▼▼▼
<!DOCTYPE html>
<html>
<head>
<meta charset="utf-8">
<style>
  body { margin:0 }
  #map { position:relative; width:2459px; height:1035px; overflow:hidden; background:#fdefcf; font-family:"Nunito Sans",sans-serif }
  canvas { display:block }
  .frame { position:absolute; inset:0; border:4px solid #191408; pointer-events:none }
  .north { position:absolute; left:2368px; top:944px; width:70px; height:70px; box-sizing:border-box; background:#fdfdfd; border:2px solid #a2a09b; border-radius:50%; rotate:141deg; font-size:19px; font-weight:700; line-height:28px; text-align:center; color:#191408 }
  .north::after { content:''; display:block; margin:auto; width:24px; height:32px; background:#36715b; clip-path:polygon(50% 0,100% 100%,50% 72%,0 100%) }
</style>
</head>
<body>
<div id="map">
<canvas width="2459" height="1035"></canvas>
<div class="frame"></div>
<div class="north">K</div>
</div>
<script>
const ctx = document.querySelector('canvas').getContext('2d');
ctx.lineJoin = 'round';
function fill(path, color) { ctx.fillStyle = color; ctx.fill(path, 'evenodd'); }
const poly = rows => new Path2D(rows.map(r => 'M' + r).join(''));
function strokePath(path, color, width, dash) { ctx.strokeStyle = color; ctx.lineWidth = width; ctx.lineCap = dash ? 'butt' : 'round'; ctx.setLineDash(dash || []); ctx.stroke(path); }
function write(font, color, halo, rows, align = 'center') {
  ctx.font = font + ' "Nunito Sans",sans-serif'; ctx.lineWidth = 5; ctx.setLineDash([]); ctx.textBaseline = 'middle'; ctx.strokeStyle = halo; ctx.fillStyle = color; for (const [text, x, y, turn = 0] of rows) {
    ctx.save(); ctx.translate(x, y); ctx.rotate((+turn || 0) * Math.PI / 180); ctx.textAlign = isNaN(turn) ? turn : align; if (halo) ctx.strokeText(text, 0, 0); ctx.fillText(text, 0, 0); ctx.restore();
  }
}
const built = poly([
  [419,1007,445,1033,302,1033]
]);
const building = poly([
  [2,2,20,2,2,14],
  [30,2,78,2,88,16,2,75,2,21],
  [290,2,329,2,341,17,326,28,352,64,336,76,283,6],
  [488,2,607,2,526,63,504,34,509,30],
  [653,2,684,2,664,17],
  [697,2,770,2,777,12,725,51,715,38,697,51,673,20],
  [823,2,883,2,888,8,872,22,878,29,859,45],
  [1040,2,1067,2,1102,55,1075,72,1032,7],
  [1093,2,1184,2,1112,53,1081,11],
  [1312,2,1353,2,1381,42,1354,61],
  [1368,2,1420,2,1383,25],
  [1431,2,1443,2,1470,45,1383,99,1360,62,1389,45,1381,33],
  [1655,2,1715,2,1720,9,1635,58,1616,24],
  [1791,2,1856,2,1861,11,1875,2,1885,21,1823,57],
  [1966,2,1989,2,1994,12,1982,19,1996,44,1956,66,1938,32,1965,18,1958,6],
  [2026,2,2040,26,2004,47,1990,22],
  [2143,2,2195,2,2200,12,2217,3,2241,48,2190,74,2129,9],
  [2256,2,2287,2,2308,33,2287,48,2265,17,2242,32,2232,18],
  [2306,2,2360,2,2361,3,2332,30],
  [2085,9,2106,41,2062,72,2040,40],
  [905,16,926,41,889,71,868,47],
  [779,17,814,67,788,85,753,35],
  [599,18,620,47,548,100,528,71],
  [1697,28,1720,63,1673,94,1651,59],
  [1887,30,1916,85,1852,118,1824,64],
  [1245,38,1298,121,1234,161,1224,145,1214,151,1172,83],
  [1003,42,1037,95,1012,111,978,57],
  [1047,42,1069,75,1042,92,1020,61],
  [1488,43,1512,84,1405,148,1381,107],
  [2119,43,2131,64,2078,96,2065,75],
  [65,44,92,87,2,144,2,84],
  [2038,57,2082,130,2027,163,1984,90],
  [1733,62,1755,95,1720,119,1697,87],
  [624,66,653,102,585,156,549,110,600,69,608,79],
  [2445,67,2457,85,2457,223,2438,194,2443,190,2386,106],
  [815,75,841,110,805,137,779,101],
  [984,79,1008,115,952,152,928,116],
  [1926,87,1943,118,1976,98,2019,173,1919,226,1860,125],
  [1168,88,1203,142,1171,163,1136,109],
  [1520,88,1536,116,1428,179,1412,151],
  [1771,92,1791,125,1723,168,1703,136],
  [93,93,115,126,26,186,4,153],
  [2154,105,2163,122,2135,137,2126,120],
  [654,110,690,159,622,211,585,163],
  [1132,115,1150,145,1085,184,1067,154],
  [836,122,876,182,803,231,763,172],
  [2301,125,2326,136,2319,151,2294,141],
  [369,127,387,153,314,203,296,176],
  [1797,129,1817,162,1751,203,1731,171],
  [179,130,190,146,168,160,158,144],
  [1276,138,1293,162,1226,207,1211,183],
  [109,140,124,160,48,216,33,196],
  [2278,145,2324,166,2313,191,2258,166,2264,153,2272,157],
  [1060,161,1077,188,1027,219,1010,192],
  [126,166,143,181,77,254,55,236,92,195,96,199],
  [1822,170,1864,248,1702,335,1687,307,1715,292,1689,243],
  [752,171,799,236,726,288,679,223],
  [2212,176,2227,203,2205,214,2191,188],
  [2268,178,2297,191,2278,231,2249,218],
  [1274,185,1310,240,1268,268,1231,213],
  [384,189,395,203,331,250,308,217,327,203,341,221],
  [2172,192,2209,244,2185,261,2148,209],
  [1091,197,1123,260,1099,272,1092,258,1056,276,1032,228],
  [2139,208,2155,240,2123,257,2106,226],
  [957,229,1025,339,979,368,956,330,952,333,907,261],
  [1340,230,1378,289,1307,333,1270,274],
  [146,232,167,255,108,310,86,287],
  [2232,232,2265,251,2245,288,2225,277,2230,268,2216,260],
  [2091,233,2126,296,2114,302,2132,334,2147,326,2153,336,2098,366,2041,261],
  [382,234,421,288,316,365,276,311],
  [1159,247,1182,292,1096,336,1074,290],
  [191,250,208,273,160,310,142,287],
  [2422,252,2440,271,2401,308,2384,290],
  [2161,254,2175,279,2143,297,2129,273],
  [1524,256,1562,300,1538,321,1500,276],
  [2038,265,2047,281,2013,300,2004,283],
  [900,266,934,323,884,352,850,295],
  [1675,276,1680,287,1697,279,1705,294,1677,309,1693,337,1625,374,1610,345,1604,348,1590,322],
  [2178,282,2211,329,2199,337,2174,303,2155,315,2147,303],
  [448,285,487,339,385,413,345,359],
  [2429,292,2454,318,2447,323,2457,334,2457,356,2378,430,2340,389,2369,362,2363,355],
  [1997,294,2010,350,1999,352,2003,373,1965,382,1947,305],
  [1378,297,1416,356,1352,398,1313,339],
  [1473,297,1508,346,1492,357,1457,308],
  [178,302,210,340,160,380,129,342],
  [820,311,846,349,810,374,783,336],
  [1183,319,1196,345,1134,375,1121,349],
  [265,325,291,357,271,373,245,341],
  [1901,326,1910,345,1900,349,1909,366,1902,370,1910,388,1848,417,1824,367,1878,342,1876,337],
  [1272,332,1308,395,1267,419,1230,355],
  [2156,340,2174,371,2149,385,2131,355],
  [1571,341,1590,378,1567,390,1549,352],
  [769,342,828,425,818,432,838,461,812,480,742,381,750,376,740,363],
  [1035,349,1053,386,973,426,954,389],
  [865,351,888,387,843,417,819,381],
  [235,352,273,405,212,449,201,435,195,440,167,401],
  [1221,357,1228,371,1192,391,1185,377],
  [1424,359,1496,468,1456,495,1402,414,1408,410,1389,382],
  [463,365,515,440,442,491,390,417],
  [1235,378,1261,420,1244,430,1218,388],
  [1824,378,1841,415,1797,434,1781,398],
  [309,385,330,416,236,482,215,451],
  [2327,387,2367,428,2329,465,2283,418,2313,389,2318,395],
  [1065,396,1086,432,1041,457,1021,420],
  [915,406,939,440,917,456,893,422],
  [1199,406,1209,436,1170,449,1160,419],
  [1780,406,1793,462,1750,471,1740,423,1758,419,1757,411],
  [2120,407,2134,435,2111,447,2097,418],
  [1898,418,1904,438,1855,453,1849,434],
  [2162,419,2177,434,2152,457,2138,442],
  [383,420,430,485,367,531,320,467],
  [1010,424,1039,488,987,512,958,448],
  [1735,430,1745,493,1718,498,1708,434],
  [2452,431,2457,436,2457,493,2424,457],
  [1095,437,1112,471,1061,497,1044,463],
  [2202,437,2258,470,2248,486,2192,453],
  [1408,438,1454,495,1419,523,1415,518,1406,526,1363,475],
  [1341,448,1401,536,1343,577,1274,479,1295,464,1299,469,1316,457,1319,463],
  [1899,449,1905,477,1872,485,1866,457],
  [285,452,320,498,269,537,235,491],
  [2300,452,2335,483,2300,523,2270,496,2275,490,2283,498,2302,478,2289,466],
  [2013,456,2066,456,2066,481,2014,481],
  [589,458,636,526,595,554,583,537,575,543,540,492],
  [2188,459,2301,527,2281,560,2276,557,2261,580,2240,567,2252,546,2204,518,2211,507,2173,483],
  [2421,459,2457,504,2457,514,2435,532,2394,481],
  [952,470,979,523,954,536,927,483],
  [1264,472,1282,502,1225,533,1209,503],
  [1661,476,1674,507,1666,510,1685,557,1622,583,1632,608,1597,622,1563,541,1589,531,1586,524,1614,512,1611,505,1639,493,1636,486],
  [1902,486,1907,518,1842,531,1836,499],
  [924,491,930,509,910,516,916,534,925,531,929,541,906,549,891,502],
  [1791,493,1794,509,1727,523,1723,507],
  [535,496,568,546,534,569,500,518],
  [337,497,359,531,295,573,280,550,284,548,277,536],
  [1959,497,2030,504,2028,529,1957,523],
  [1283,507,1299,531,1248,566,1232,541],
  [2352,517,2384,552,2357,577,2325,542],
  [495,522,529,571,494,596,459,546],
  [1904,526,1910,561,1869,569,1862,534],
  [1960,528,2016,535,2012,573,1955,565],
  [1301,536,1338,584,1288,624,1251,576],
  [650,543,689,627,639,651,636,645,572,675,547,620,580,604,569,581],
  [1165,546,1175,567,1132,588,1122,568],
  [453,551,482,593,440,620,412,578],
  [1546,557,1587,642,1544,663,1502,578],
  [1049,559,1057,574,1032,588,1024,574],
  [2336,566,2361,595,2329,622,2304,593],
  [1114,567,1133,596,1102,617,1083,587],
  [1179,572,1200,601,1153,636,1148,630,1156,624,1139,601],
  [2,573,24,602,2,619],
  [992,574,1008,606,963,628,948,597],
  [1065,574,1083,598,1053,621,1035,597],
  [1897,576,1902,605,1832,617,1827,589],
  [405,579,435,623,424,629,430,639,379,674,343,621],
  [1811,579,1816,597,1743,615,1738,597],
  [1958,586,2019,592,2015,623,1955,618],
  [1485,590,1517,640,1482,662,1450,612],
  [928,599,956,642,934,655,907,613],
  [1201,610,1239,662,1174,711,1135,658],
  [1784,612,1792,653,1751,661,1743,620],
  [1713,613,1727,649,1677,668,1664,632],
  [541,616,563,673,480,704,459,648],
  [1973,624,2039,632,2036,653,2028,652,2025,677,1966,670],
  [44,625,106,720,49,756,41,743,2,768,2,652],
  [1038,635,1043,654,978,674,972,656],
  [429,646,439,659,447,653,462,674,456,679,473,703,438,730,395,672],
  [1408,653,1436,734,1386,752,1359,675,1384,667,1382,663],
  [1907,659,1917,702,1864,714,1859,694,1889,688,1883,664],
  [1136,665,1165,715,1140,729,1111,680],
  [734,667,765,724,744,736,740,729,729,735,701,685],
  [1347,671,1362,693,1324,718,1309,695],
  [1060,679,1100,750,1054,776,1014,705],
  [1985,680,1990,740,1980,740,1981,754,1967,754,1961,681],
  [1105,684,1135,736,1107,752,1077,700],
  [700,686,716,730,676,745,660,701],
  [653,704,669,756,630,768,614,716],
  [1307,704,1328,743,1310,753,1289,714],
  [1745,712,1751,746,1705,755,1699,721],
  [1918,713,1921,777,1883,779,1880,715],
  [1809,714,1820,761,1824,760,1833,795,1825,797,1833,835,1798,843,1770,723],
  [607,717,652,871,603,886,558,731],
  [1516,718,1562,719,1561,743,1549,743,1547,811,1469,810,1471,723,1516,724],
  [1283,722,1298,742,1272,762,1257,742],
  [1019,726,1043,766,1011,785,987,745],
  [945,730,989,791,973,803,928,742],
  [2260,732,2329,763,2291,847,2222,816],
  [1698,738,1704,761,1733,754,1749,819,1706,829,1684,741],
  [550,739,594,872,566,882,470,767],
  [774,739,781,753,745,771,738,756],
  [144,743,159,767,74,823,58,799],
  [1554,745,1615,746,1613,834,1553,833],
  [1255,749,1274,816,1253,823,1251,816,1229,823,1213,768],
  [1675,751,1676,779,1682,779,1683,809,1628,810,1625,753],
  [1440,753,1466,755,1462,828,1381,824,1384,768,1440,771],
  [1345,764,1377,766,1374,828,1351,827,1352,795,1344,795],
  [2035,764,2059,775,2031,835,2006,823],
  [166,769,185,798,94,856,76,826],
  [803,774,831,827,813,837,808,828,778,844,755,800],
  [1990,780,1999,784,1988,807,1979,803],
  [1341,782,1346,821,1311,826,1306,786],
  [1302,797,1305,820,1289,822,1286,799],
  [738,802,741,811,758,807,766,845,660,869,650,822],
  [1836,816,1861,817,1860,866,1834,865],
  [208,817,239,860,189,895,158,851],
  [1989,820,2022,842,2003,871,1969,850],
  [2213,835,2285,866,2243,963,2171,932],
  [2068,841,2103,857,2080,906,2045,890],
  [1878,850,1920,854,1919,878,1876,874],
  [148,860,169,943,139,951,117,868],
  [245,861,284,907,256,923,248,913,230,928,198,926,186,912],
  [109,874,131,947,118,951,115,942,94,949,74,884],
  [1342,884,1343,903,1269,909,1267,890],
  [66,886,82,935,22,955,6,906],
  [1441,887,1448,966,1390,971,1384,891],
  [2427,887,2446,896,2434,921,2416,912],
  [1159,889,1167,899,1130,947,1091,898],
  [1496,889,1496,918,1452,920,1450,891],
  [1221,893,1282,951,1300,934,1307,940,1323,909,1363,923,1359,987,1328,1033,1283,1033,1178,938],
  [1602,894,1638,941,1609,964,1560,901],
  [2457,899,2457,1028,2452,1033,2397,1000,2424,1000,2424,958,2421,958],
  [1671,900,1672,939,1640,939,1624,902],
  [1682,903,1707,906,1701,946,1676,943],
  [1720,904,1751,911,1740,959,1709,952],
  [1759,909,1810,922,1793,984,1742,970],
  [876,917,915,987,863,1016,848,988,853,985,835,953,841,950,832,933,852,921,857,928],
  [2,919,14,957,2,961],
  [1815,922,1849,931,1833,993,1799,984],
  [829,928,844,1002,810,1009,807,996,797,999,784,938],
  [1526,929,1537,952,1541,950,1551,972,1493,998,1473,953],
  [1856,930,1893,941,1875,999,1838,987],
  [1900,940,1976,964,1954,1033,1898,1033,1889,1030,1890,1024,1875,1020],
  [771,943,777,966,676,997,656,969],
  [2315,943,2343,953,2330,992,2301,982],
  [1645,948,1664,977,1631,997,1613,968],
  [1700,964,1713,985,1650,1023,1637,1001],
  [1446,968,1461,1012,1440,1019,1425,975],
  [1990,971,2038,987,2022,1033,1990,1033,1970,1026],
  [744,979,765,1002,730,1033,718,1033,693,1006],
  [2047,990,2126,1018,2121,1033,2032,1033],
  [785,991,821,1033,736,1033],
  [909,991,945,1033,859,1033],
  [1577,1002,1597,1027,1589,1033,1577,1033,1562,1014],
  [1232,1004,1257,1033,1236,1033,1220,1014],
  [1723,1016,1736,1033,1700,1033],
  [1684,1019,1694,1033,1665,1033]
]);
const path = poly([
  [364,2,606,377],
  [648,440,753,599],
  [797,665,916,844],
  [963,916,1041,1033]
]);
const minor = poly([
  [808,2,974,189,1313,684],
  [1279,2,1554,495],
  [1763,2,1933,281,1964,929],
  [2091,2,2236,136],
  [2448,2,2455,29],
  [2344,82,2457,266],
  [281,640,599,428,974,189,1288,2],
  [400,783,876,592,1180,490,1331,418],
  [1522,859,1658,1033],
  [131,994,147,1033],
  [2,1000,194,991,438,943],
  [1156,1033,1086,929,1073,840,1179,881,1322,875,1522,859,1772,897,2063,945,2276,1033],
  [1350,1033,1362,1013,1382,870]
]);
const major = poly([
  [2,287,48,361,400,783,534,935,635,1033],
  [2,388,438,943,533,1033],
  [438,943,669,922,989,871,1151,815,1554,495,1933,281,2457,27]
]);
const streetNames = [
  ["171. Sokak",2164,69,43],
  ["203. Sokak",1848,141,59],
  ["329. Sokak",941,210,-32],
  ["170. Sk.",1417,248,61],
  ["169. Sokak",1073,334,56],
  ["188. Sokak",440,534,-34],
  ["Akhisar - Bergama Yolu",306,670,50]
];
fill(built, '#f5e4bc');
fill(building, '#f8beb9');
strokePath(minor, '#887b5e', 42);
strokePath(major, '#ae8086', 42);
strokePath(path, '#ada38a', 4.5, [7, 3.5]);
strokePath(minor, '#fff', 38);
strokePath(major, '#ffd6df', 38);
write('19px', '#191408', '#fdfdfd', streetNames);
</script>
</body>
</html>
▲▲▲
Assignment:
Every line holding the string "turn" should be copied here, so please find those lines in the data.

Your solution:
  ctx.font = font + ' "Nunito Sans",sans-serif'; ctx.lineWidth = 5; ctx.setLineDash([]); ctx.textBaseline = 'middle'; ctx.strokeStyle = halo; ctx.fillStyle = color; for (const [text, x, y, turn = 0] of rows) {
    ctx.save(); ctx.translate(x, y); ctx.rotate((+turn || 0) * Math.PI / 180); ctx.textAlign = isNaN(turn) ? turn : align; if (halo) ctx.strokeText(text, 0, 0); ctx.fillText(text, 0, 0); ctx.restore();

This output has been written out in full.